Commentaire sur Shekalim 4:5
מוֹתַר הַקְּטֹרֶת מֶה הָיוּ עוֹשִׂין בָּהּ, מַפְרִישִׁין (מִמֶּנָּה) שְׂכַר הָאֻמָּנִין, וּמְחַלְּלִין אוֹתָהּ עַל שְׂכַר הָאֻמָּנִין, וְנוֹתְנִין אוֹתָהּ לָאֻמָּנִין בִּשְׂכָרָן, וְחוֹזְרִין וְלוֹקְחִין אוֹתָהּ מִתְּרוּמָה חֲדָשָׁה. אִם בָּא הֶחָדָשׁ בִּזְמַנּוֹ, לוֹקְחִין אוֹתָהּ מִתְּרוּמָה חֲדָשָׁה. וְאִם לָאו מִן הַיְּשָׁנָה:
Le surplus de l'encens [c'est-à-dire ce qui reste chaque année] —Qu'en fait-on [pour le brûler (dans le service sacrificiel) l'année suivante? Car il n'y a pas d'année sans surplus. Car il y avait 368 portions d'encens et trois portions desquelles le grand prêtre remplirait ses mains sur Yom Kippour. Et tout cela ne pouvait pas être contenu entre ses mains (de sorte qu'il y avait un surplus). De plus, il y avait un surplus chaque année régulière (par opposition à une année bissextile), il y avait 354 jours dans l'année régulière.] Ils s'en séparent [c'est-à-dire de la lishkah], le salaire des artisans [l'épice mélangeurs. Ils (les fonctionnaires du Temple) prennent leur salaire (des artisans) de la terumah de la lishkah, font l'acquisition par l'un des trésoriers au nom des artisans, et il (l'argent) devient chullin. Et même si hekdesh ne devient pas chullin à moins que quelque chose ne devienne hekdesh à sa place, la terumah de la lishkah est différente, Beth-din étant habilité à l'allouer à plusieurs fins.

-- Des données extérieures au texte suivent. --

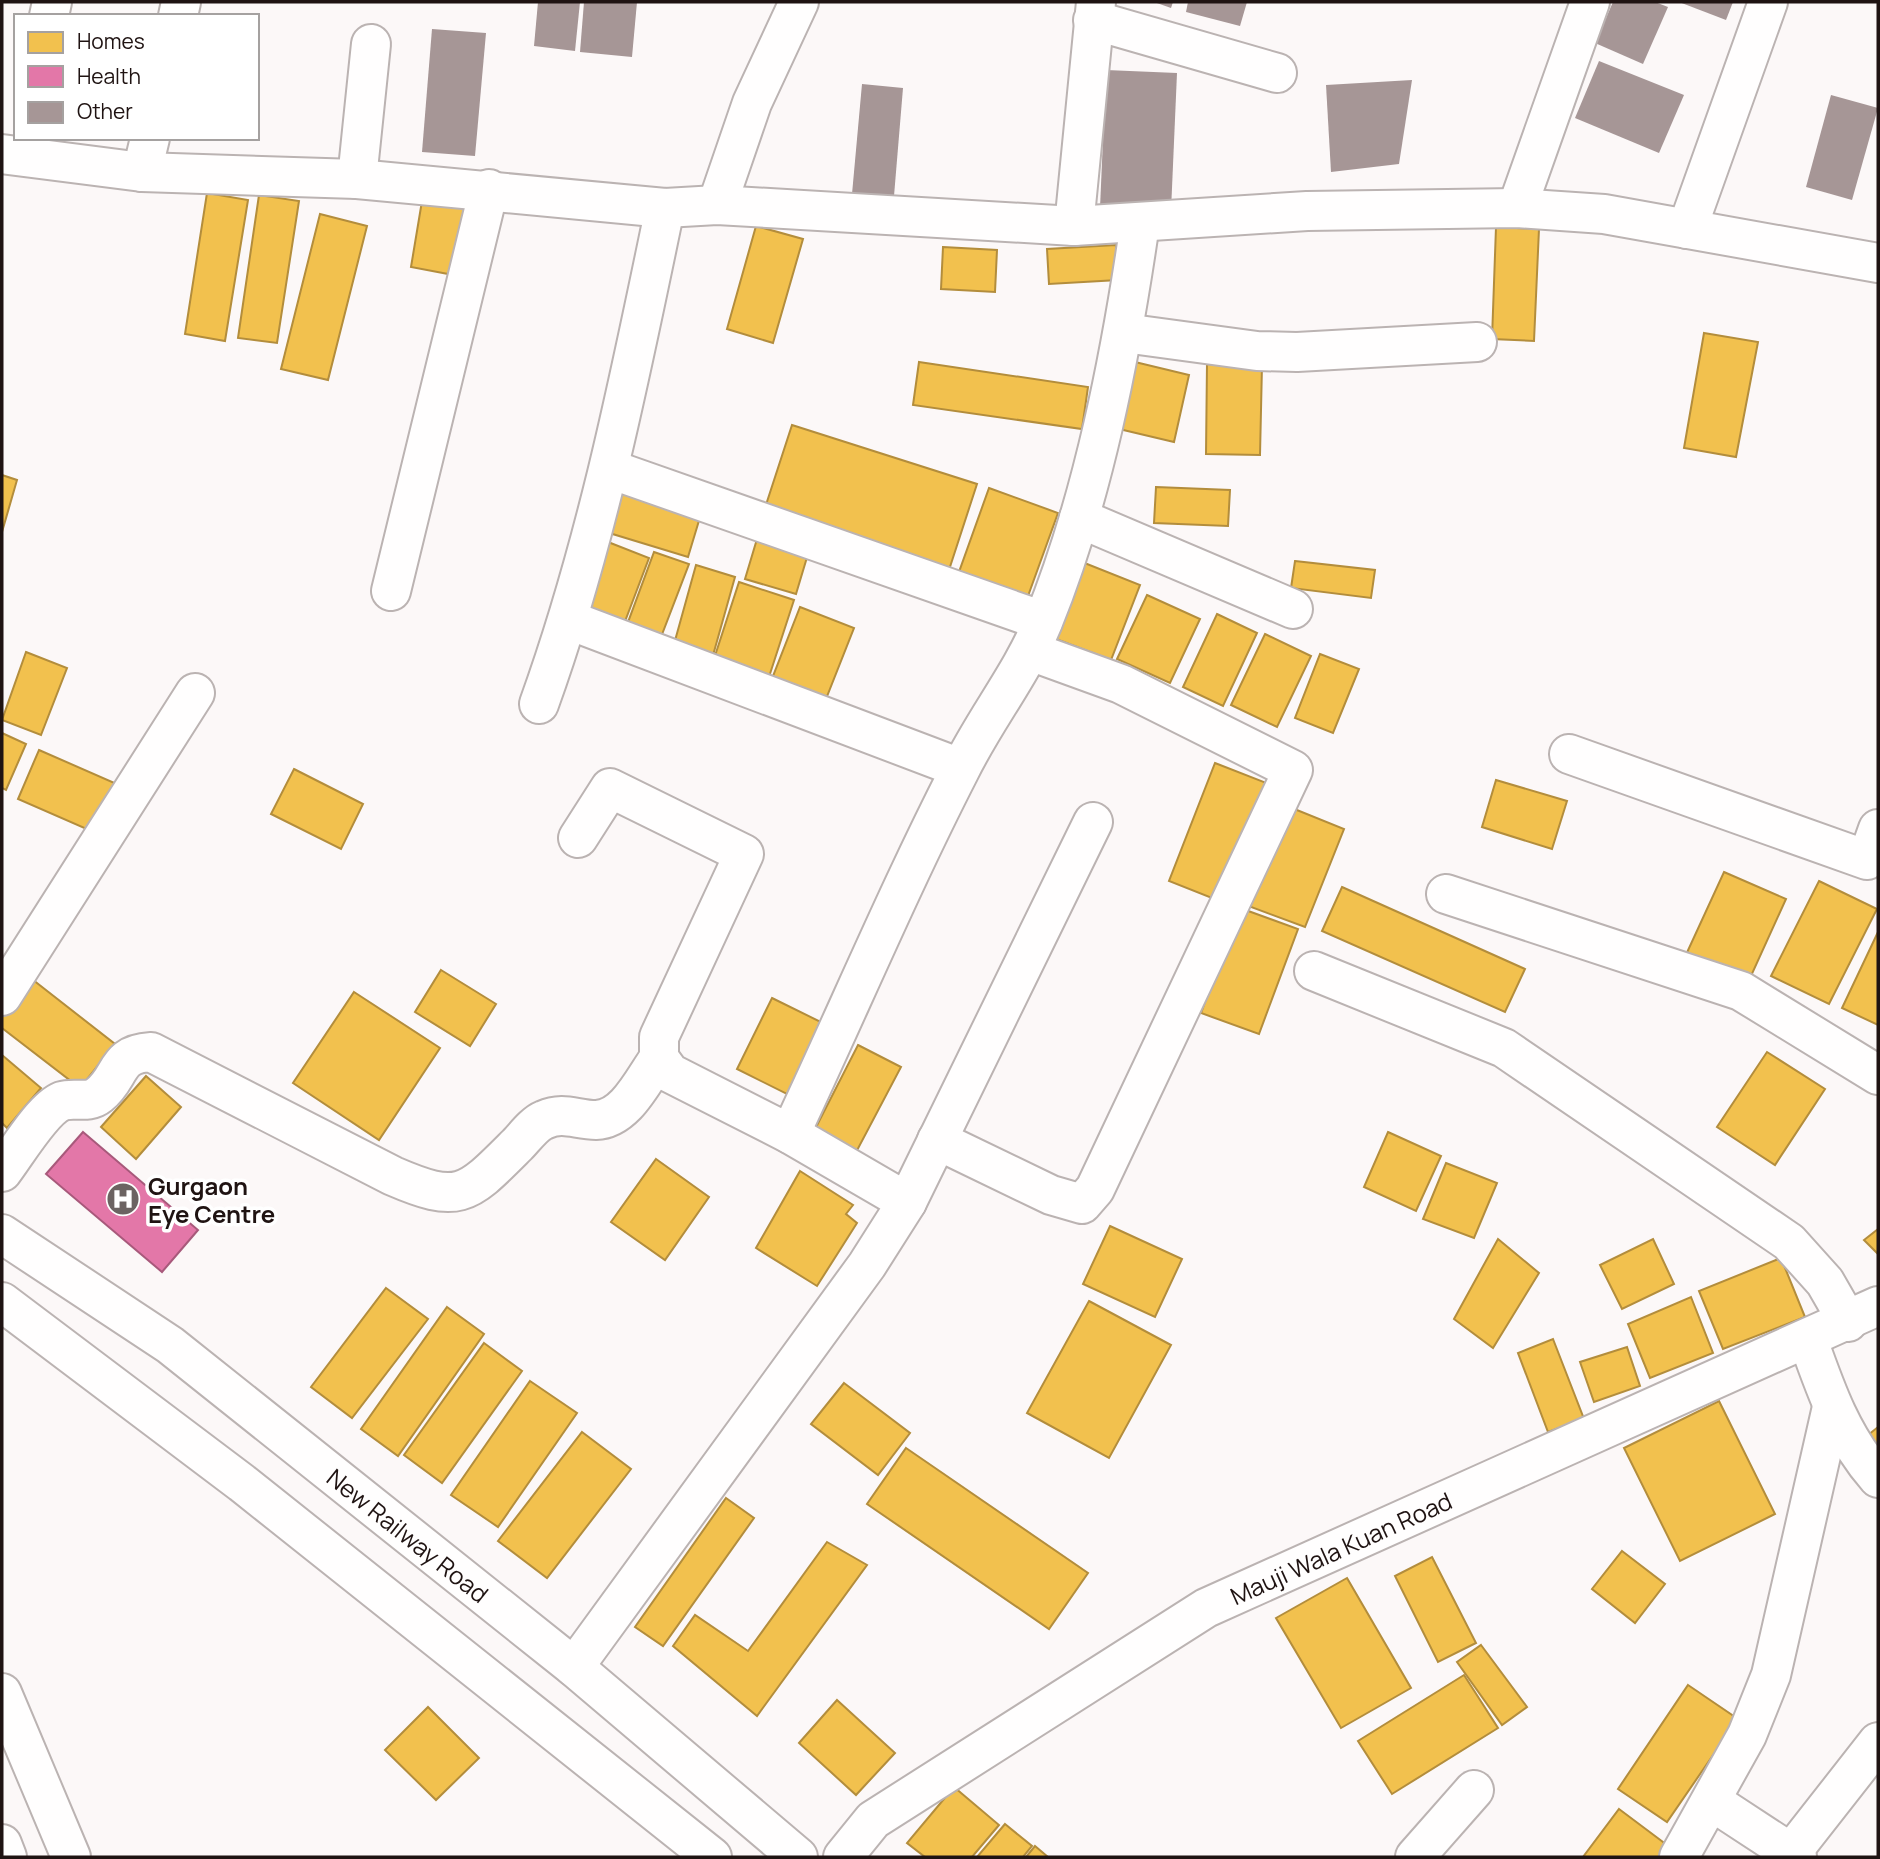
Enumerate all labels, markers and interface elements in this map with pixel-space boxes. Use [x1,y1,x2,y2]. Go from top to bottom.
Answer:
legend [14,14,259,140]
text: Homes [77,27,145,55]
text: Health [77,62,141,90]
text: Other [77,97,133,125]
place label: Gurgaon Eye Centre [148,1169,275,1230]
hospital icon: Gurgaon Eye Centre [104,1180,142,1218]
street label: New Railway Road [321,1460,496,1609]
street label: Mauji Wala Kuan Road [1225,1483,1457,1612]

Et après avoir acquis l'argent au nom des artisans], ils le rachètent (l'encens) contre le salaire des artisans. [L'argent est ainsi consacré pour l'ancienne terumah (celle de l'année précédente)], il (l'encens) est donné aux artisans comme salaire, et il leur est ensuite racheté avec (l'argent du) nouveau terumah. [Cette procédure est plus "modeste" (c'est-à-dire conforme à la nature du hekdesh) que de simplement la vendre et la racheter.] Si elle est venue en son temps, elle est tirée de la nouvelle terumah. [Si les nouveaux shekalim ont été amenés avant Rosh Chodesh Nissan, qui est le moment de la nouvelle terumah, le surplus de l'encens est acheté à la nouvelle terumah par la rédemption, comme expliqué ci-dessus.] Et sinon, à l'ancien. [Si le nouveau shekalim n'avait pas encore été apporté, il (le surplus de l'encens) est acheté de l'ancienne terumah, s'il avait déjà été racheté. Et s'il n'avait pas encore été racheté, il est brûlé (dans le service sacrificiel), car le nouveau, n'étant pas arrivé, l'ancien doit être utilisé.]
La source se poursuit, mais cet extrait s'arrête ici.